═══ Data in this exercise ═══

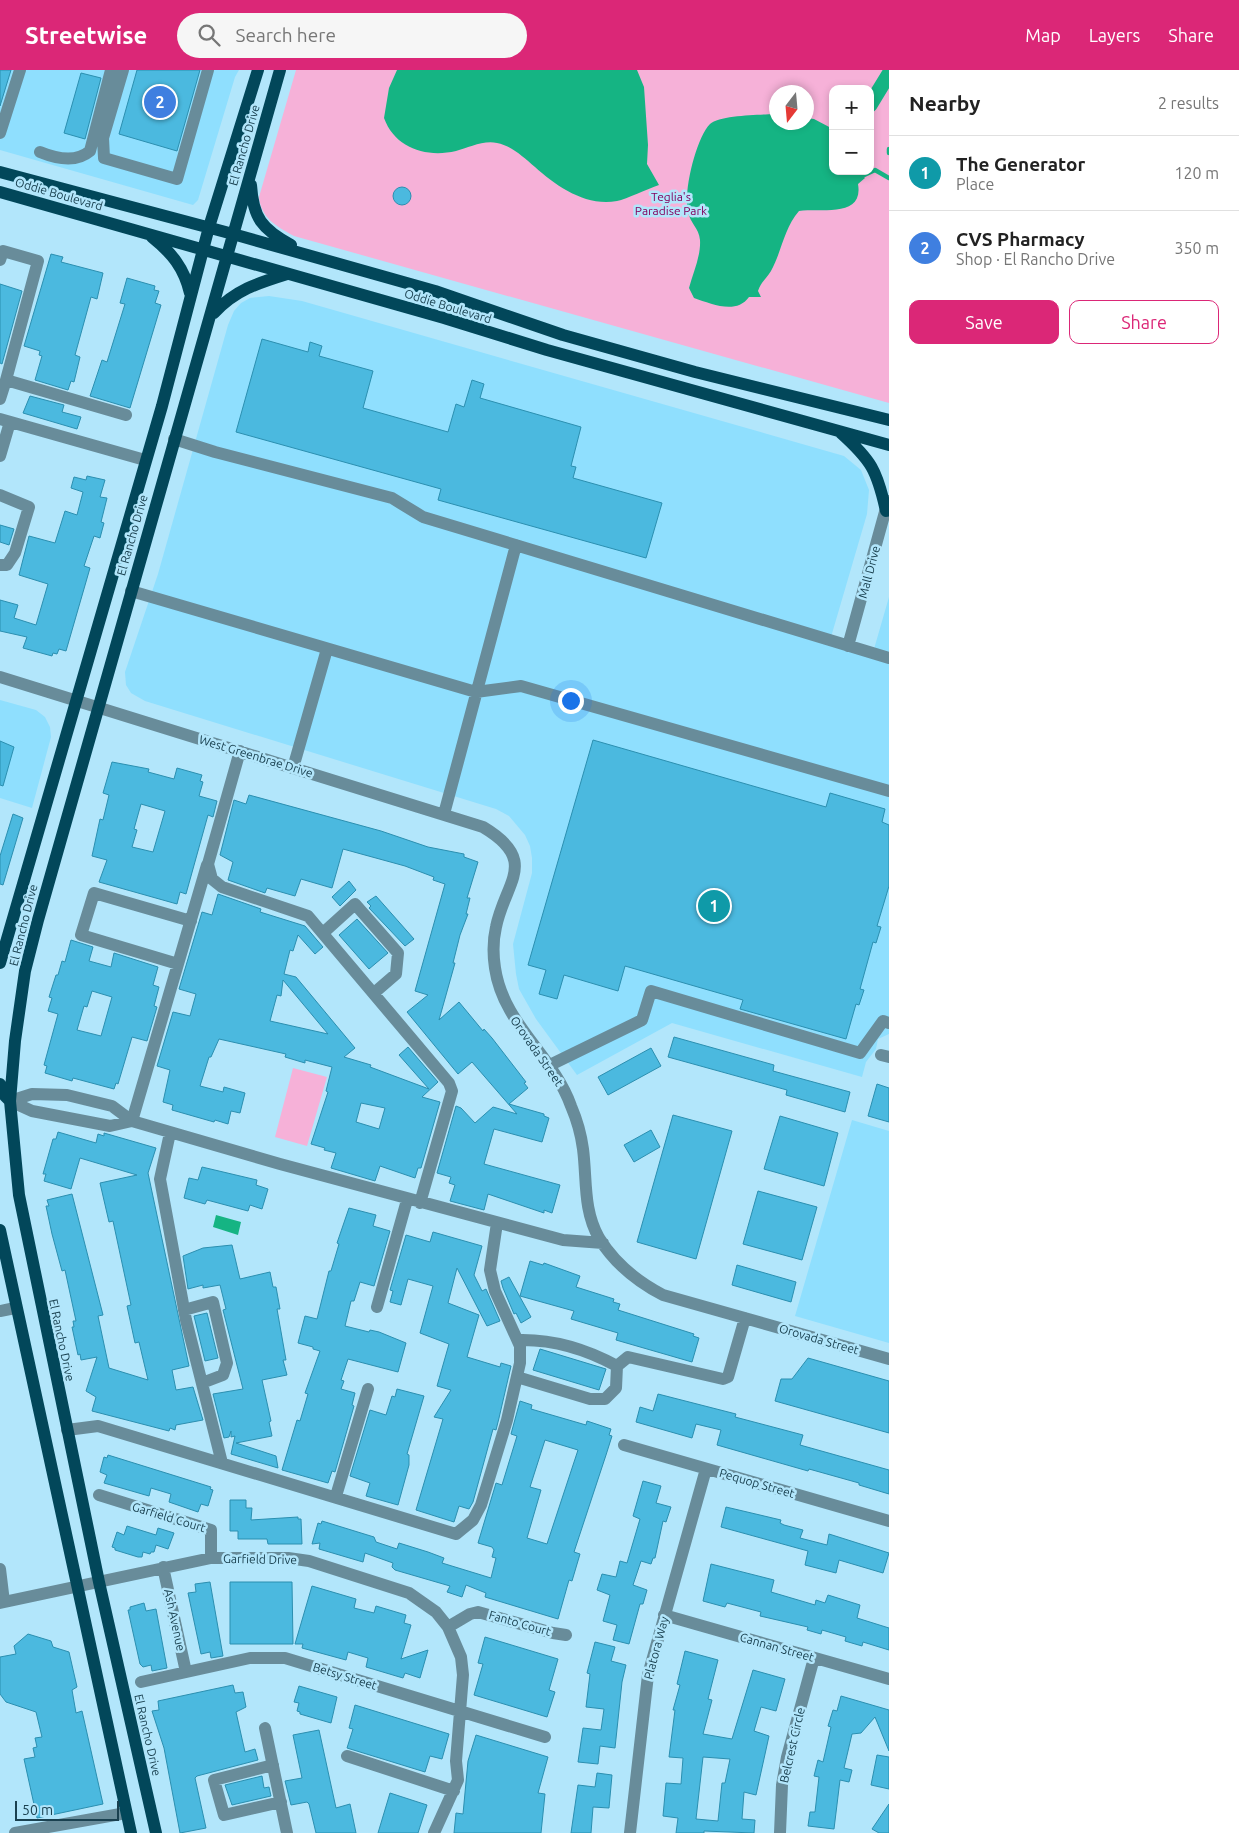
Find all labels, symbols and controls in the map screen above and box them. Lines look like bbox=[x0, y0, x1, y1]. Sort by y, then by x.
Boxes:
search box bbox=[177, 13, 527, 58]
icon: search bbox=[195, 21, 223, 49]
text: Streetwise bbox=[25, 22, 147, 49]
text: Search here bbox=[235, 24, 336, 46]
text: Map bbox=[1025, 25, 1061, 45]
text: Layers bbox=[1089, 25, 1140, 45]
text: Share bbox=[1168, 25, 1214, 45]
pin: 2 bbox=[144, 83, 176, 121]
north arrow bbox=[769, 85, 814, 130]
map controls bbox=[829, 85, 874, 175]
button: + bbox=[829, 85, 874, 130]
text: Nearby bbox=[909, 91, 980, 115]
text: 2 results bbox=[1158, 94, 1219, 112]
street label: El Rancho Drive bbox=[226, 103, 262, 187]
button: − bbox=[829, 130, 874, 175]
text: The Generator bbox=[956, 153, 1085, 175]
text: 1 bbox=[920, 164, 930, 182]
text: 120 m bbox=[1174, 164, 1219, 182]
street label: Oddie Boulevard bbox=[14, 175, 104, 213]
text: Place bbox=[956, 175, 994, 193]
park label: Teglia's Paradise Park bbox=[635, 190, 707, 217]
text: CVS Pharmacy bbox=[956, 228, 1085, 250]
text: 2 bbox=[920, 239, 930, 257]
text: 350 m bbox=[1174, 239, 1219, 257]
text: Shop · El Rancho Drive bbox=[956, 250, 1115, 268]
street label: Oddie Boulevard bbox=[403, 287, 493, 325]
button: Save bbox=[909, 300, 1059, 344]
button: Share bbox=[1069, 300, 1219, 344]
street label: El Rancho Drive bbox=[114, 493, 150, 577]
street label: Mall Drive bbox=[856, 544, 882, 600]
your location bbox=[558, 688, 584, 714]
street label: West Greenbrae Drive bbox=[198, 732, 314, 780]
street label: El Rancho Drive bbox=[7, 883, 39, 967]
pin: 1 bbox=[698, 887, 730, 925]
street label: Orovada Street bbox=[508, 1014, 566, 1089]
street label: El Rancho Drive bbox=[47, 1298, 77, 1382]
street label: Orovada Street bbox=[778, 1321, 861, 1357]
street label: Pequop Street bbox=[718, 1466, 796, 1500]
street label: Garfield Court bbox=[131, 1500, 208, 1534]
street label: Garfield Drive bbox=[223, 1552, 297, 1566]
street label: Ash Avenue bbox=[162, 1588, 188, 1652]
street label: Fanto Court bbox=[488, 1608, 553, 1638]
street label: Platora Way bbox=[641, 1615, 671, 1681]
street label: Cannan Street bbox=[738, 1630, 816, 1664]
street label: Betsy Street bbox=[311, 1660, 379, 1692]
street label: El Rancho Drive bbox=[132, 1693, 164, 1777]
street label: Belcrest Circle bbox=[777, 1706, 807, 1784]
scale bar bbox=[15, 1798, 119, 1821]
text: 50 m bbox=[22, 1802, 53, 1818]

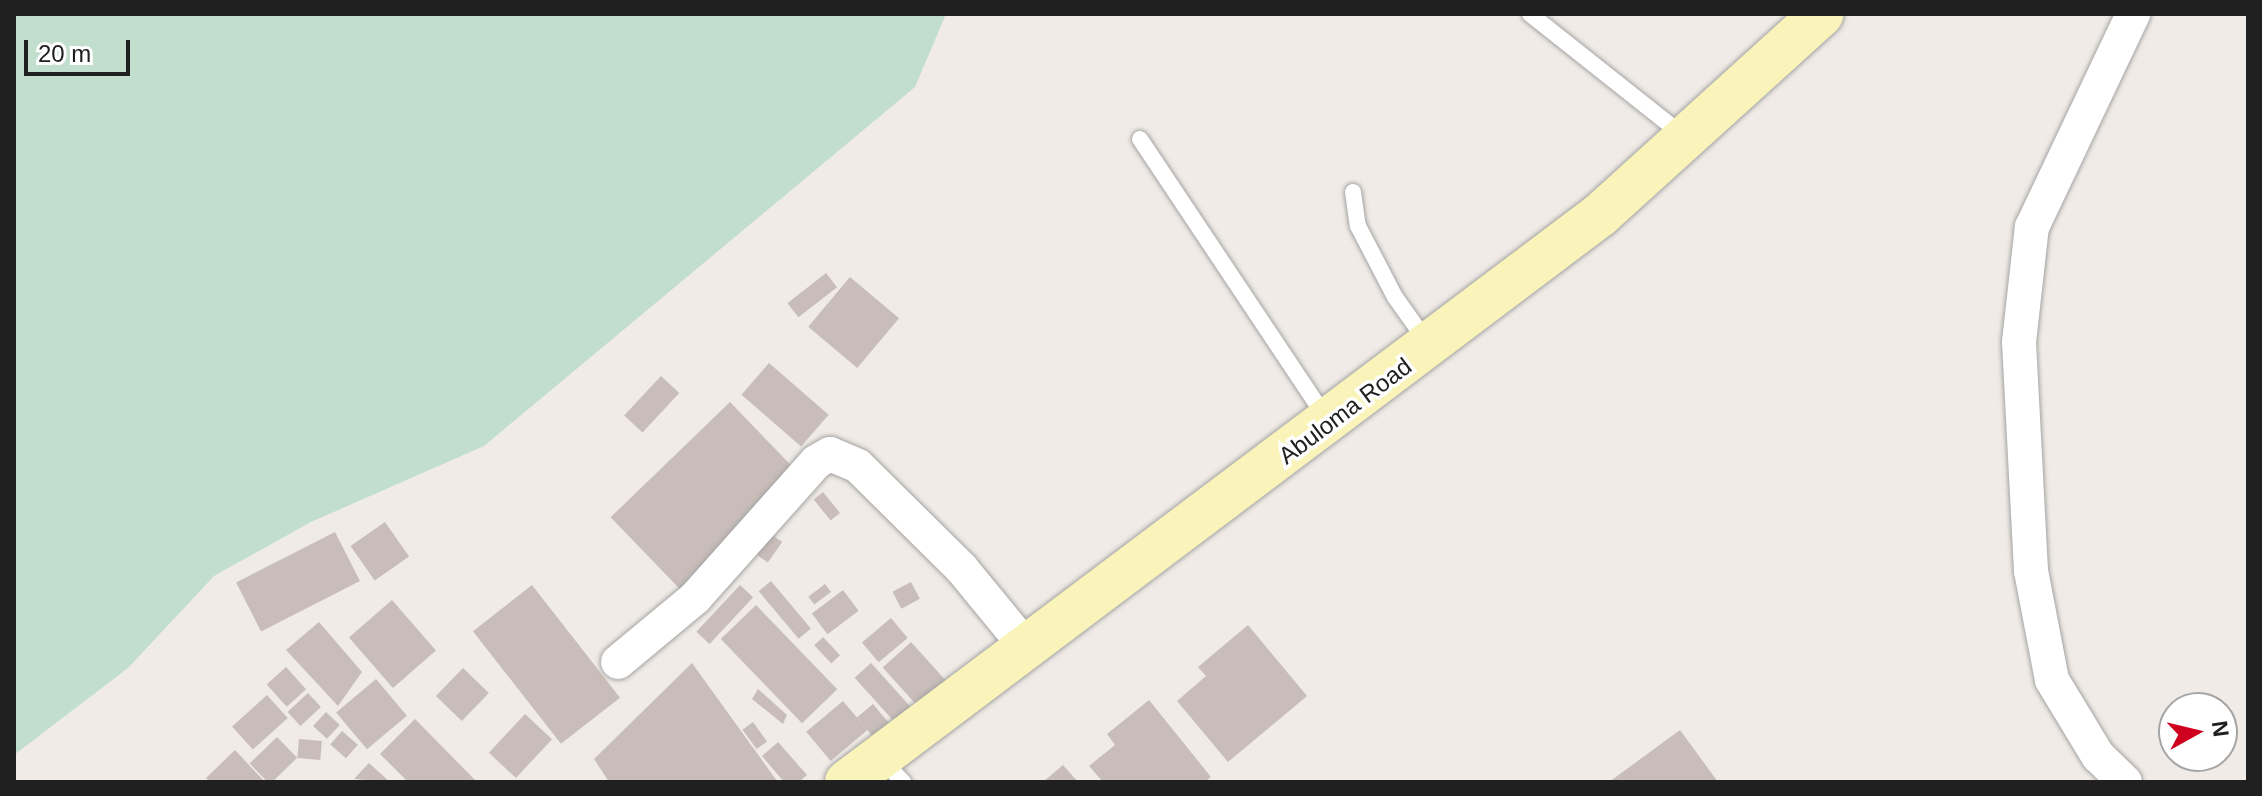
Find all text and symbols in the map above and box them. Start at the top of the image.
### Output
scale bar [28,24,134,74]
text: 20 m [38,40,91,67]
street label: Abuloma Road [1273,352,1417,470]
north arrow [2158,692,2238,772]
text: N [2207,719,2234,738]

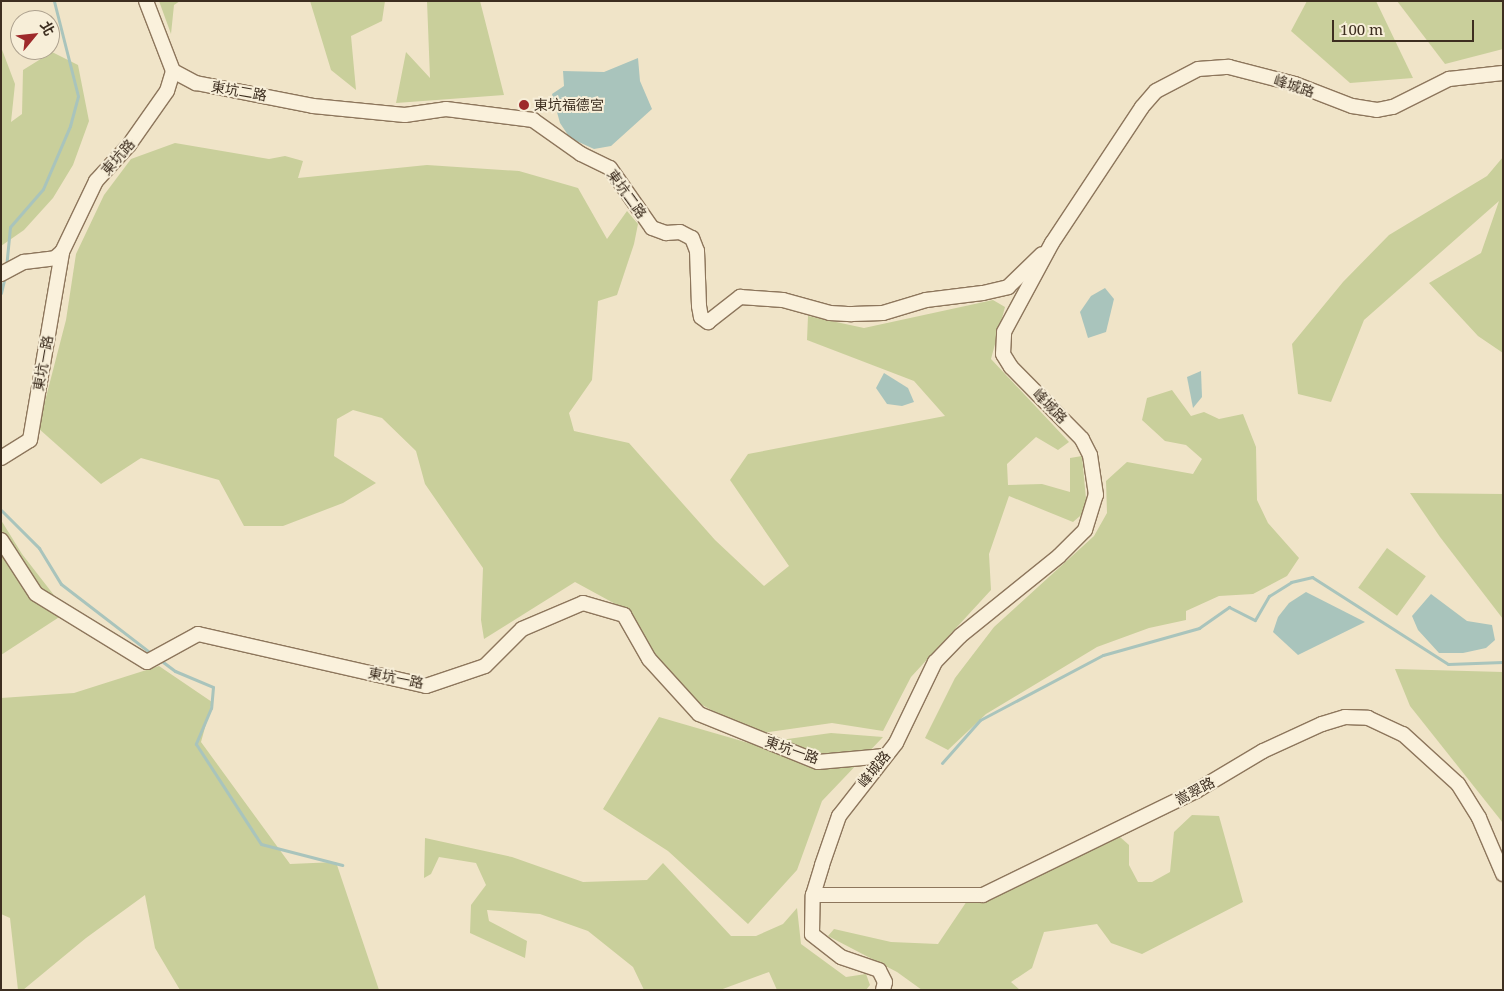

═══

Your assignment:
Find "Find all text" in the entries, then reproduce that line and each line after it exactly, through the last one. Pictures do not go in.

Response to the exercise:
Find all text and symbols in the map above and box them. Start at the top of the image.
### Output
scale bar [28,24,134,74]
text: 20 m [38,40,91,67]
street label: Abuloma Road [1273,352,1417,470]
north arrow [2158,692,2238,772]
text: N [2207,719,2234,738]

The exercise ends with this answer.